Government Schools Fear Competition
by Mark Luedtke
Because school voucher programs empower students to leave failing schools for quality schools, Ohio students and children across the country are getting better educations. Faced with new competition that government schools have never known, many failing schools have improved to stay competitive. Because of this success, Arizona, Rhode Island, Iowa, and Pennsylvania are expanding their school voucher programs. The Governor of New York has also proposed a school voucher program. In Cincinnati, the number of applications for Ohio's tiny school voucher program tripled for the upcoming school year. In Ohio and all around the country, parents and politicians recognize the value of school vouchers, but Governor Strickland wants to kill Ohio's successful program.
In an attempt to distract the public from the success of school voucher programs, critics inflame the debate by calling them George Bush's public funding of religion. According to these critics, Gov. Strickland is standing up for secularism. Invoking the specter of George Bush attacking the separation of church and state can always be counted on to incite the liberal base, but these critics are just desperate. Even Democrats in the states I mentioned above voted to expand the programs.
And for good reason. Every controlled study of school voucher programs shows that they improve student achievement. The Cato Institute reports that it costs about $10,500 a year for a public school to educate a student but only about $5,300 for a private school to educate a student. School voucher programs not only better educate children, they also save taxpayers money. Despite these facts, Gov. Strickland claims three reasons to kill the program.
First, he calls the program undemocratic. Do they still teach the difference between democracy and a constitutional republic in government schools?

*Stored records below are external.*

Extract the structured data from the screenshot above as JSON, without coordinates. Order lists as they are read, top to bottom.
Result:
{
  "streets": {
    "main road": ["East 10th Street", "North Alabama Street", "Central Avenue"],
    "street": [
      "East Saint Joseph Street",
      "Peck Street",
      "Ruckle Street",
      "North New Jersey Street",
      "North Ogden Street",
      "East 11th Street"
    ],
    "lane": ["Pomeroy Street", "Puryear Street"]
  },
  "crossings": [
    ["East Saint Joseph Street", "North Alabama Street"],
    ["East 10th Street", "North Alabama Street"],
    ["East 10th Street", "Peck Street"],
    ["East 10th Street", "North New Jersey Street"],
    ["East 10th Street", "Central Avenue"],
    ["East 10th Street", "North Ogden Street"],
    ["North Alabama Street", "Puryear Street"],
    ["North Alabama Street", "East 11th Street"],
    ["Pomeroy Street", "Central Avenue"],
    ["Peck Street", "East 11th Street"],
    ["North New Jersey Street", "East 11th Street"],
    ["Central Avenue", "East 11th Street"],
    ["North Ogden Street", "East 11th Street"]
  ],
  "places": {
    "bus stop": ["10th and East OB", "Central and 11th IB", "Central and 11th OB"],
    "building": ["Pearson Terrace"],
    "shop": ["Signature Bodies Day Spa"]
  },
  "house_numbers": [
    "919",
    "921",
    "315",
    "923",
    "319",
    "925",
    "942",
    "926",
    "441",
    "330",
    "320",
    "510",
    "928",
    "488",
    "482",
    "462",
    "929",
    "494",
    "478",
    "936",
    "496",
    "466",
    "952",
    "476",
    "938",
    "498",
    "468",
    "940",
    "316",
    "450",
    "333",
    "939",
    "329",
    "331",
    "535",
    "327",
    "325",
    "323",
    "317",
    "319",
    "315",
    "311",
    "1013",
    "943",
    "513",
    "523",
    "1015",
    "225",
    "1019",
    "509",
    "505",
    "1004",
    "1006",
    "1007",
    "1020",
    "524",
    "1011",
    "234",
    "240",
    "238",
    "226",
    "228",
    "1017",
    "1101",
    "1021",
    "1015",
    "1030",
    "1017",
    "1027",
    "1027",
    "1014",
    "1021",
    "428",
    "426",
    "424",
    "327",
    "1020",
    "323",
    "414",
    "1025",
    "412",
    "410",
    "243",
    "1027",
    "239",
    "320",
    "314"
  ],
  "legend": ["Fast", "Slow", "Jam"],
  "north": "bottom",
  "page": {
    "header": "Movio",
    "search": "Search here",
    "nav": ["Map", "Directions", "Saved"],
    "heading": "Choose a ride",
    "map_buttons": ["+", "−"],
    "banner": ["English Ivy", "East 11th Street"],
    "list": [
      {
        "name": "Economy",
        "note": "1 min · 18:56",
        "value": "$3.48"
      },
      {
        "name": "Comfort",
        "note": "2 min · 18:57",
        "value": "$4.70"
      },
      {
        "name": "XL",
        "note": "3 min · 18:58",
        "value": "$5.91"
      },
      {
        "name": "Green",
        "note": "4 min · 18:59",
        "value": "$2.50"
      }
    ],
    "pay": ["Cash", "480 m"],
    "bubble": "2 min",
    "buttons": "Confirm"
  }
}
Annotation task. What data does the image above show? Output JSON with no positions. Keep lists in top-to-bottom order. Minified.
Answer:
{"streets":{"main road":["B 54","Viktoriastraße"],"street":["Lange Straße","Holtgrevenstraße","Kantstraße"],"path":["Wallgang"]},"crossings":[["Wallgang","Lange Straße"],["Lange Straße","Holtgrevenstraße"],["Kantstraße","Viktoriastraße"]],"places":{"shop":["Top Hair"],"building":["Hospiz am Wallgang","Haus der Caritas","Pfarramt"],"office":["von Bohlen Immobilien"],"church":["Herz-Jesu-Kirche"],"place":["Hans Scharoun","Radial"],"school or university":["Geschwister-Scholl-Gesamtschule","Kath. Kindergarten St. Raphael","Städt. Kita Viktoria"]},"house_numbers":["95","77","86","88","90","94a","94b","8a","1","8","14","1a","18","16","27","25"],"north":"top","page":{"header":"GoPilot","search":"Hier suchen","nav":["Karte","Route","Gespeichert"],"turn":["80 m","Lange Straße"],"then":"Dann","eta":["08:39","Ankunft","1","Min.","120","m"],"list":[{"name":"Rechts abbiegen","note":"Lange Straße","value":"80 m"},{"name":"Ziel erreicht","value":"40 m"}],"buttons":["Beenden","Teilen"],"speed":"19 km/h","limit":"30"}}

Since the Ohio budget including the school voucher program passed the Ohio House 97-0, his claim is specious. Maybe he means that under the current plan only a subset of students attending a failing school can get a voucher because Ohio's program provides far too few. If so, that's a reason to expand the program, not kill it.
Second, the governor incorrectly claims that private schools are not as accountable as government schools. It's because neither teachers' unions nor government schools employing them are accountable to parents that they poorly educate students at twice the price compared to private schools which are accountable to parents. Part of the success of school voucher programs is that they make even government schools accountable to parents by injecting competition into the system. If the government school fails to educate the students, parents will take the students, and the funds that come with them, to another school. School vouchers generate competition, empower parents to demand accountability, and breed success.
Third, Gov. Strickland claims vouchers undermine government schools, but that priority is wrong. The schools are not important; the education of our children is important. Who cares if school vouchers undermine the government schools as long as vouchers enable better education for our children at lower cost? Answering that question exposes the real motives behind the governor's plan to kill such a successful program. Governor Strickland is more concerned about the teachers' unions than Ohio's school-children, parents and taxpayers.
Ohio's urban school superintendents back the governor's plan to kill the school voucher program because they don't want to face competition. The urban school superintendents are blatantly admitting they cannot provide a comparable education at a similar price. Imagine if the CEO of a company told his stock holders that he couldn't make his company competitive. That CEO would be fired, and the directors would hire another CEO that had a plan to not only make the company competitive, but to surpass the competition. Only because government has a virtual monopoly on schools and teachers' unions are accountable to nobody can superintendents make such blatant admissions of failure without losing their jobs. Only in a government controlled monopoly can such failure continue with no consequences, so teachers' unions fight to keep their government controlled monopoly, and they paid Gov. Strickland well to support them against Ohio citizens.
Ohio should dramatically expand the school voucher program, not kill it. Since competition improves the schools, every school should face competition, not just failing schools. Since allowing school choice improves the quality of education for children, every parent should have the option to send their child to a better school, not just the parents of children in failing schools. We should communicate this sentiment to Gov. Strickland, but Dayton's voices don't carry as much weight in Columbus as they do around Dayton.
That's why we should take back control of our schools from the state and the federal governments. Why send taxes for schools to Columbus and Washington, have their bureaucracies siphon off a large percentage of our school taxes, and then send the reduced portion of our school funds back to us with directives and restrictions on how we educate our own children? It makes no sense. We should use our money for our children's education locally and tell the bureaucrats to keep their restrictions to themselves. Because they're our children in our community, we know better how to educate them than government bureaucrats. Children, communities, and all America will benefit if communities take back responsibility for educating their own children.